Nevertheless, the court need not consider the materials in question to resolve the present motion to dismiss. As will be discussed further below, the pleadings themselves establish that plaintiff's action is untimely without the need to take notice of the records in the state court actions. Accordingly, the motion for judicial notice will be denied as moot.
II. Motion to Treat the Fund's Motion to Dismiss as Opposed
Plaintiff has filed a motion asking the court to deem his opposition to the Clinic's motion to dismiss as his opposition to the Fund's motion as well. (Dkt. # 39.) He bases this motion on his ostensible failure to file a timely brief in opposition to the Fund's motion to dismiss (dkt. # 23). Since it appears from the docket sheet that plaintiff did, in fact, file a timely brief in opposition (see dkt. # 29), his motion is unnecessary and will also denied as moot.
OPINION
All defendants have moved to dismiss the claims against them on statute of limitations grounds. “[B]ecause the period of limitations is an affirmative defense,” the Seventh Circuit has held that “it is rarely a good reason to dismiss under Rule 12(b)(6).” Reiser v. Residential Funding Corp., 380 F.3d 1027, 1030 (7th Cir.2004) ; see also Clark v. City of Braidwood, 318 F.3d 764, 767 (7th Cir.2003) (plaintiff is not required to allege facts that negate affirmative defenses in his complaint). However, dismissal under Rule 12(b)(6) on statute of limitations grounds is nevertheless “appropriate where ‘the allegations of the complaint itself set forth everything necessary to satisfy the affirmative defense, such as when a complaint plainly reveals that an action is untimely under the governing statute of limitations.’ ” Andonissamy v. Hewlett–Packard Co., 547 F.3d 841, 847 (7th Cir.2008).

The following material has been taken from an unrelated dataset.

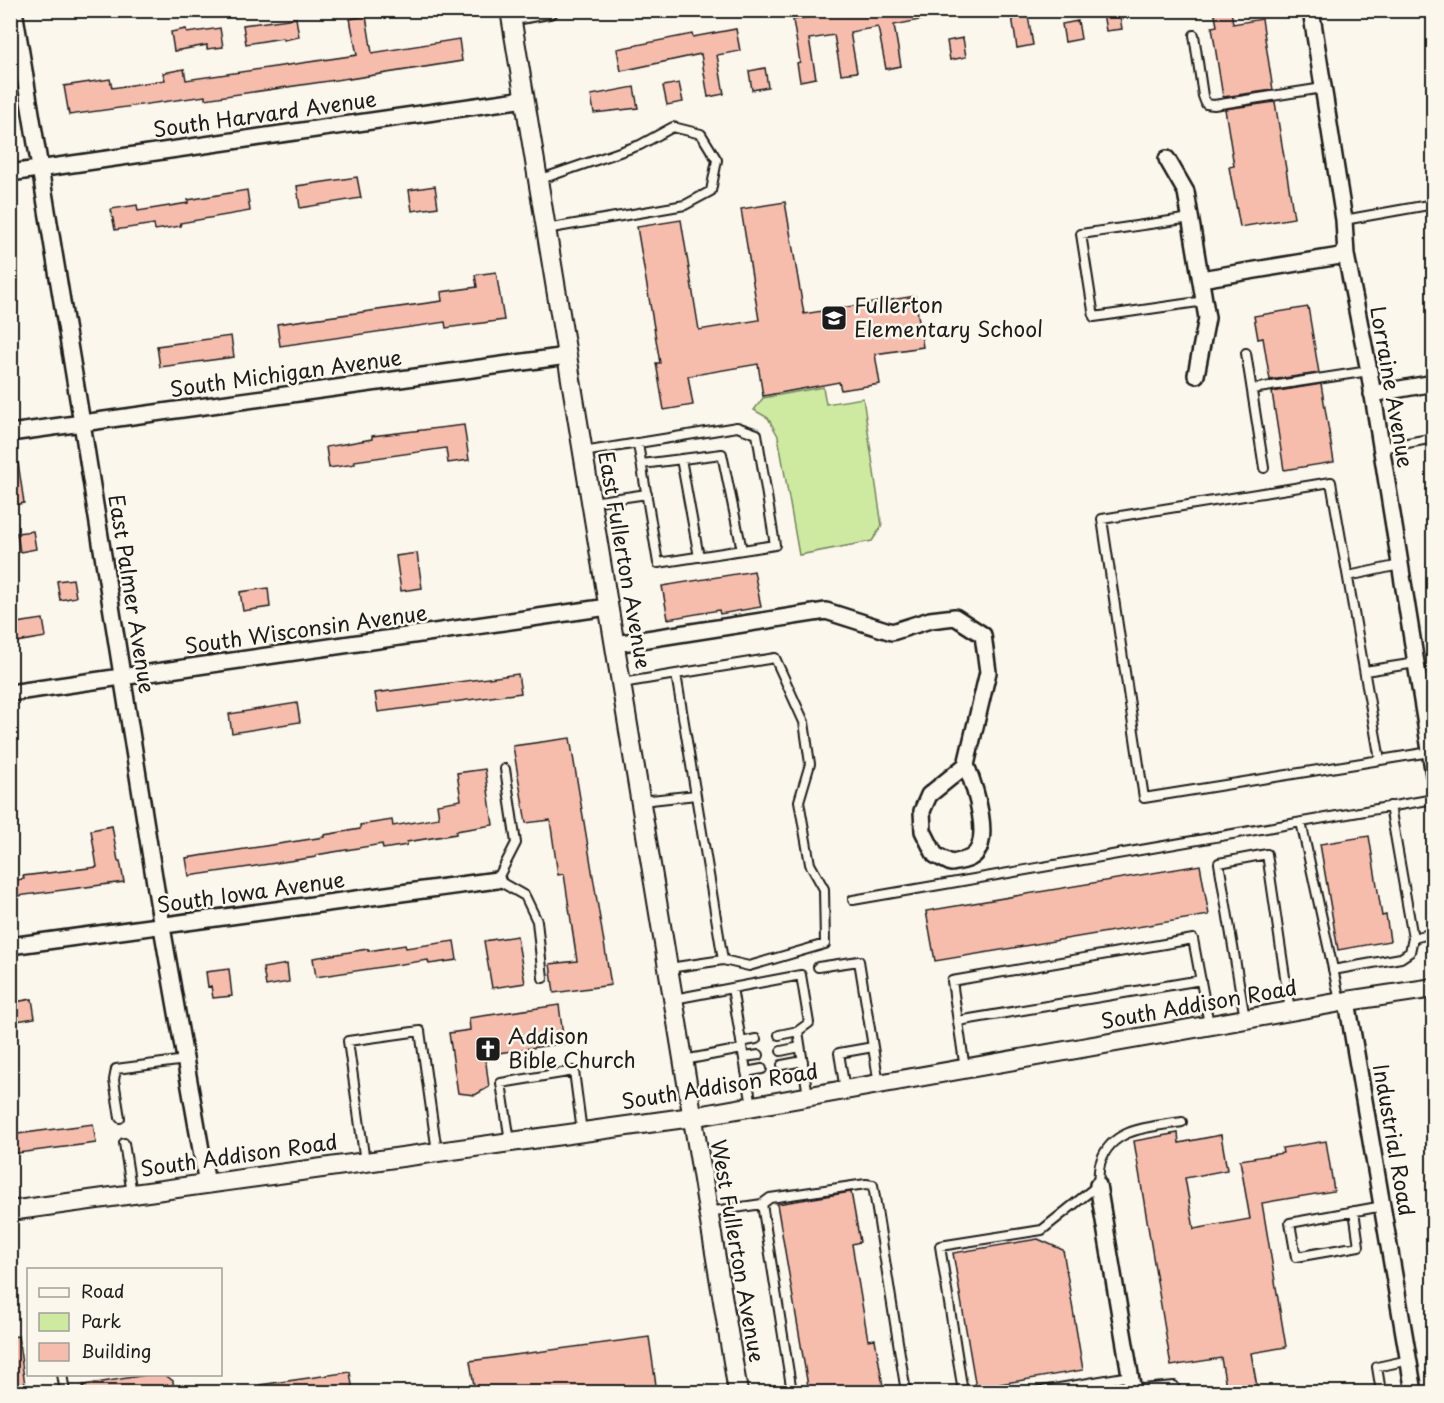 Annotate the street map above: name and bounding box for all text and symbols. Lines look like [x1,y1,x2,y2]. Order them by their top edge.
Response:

“Statutes of limitations are generally considered part of the forum state's substantive law which federal courts must apply when sitting in diversity.” Evans ex rel. Evans v. Lederle Labs., 167 F.3d 1106, 1111–12 (7th Cir.1999) (citing Guaranty Trust Co. v. York, 326 U.S. 99, 109–10, 65 S.Ct. 1464, 89 L.Ed. 2079 (1945) ); see also Hollander v. Brown, 457 F.3d 688, 694 (7th Cir.2006). Accordingly, Wisconsin statutes of limitations apply in this suit.
Plaintiff brings six causes of action in this suit. The first, a claim for medical malpractice, is against Van de Loo, the Clinic and their insurers; the remaining five claims, for various species of negligent conduct and vicarious liability, are only against the Clinic and its insurers. (See Am. Compl. (dkt. # 11) ¶¶ 23–65.) The court will address the two variety of claims separately.
I. Medical Malpractice
The governing statute of limitations for medical malpractice claims arises from Wis. Stat. § 893.55(1m), which states in relevant part:
Except as provided by subs. (2) and (3), an action to recover damages for injury arising from any treatment or operation performed by, or from any omission by, a person who is a health care provider, regardless of the theory on which the action is based, shall be commenced within the later of:
(a) Three years from the date of the injury, or
(b) One year from the date the injury was discovered or, in the exercise of reasonable diligence should have been discovered, except that an action may not be commenced under this paragraph more than 5 years from the date of the act or omission.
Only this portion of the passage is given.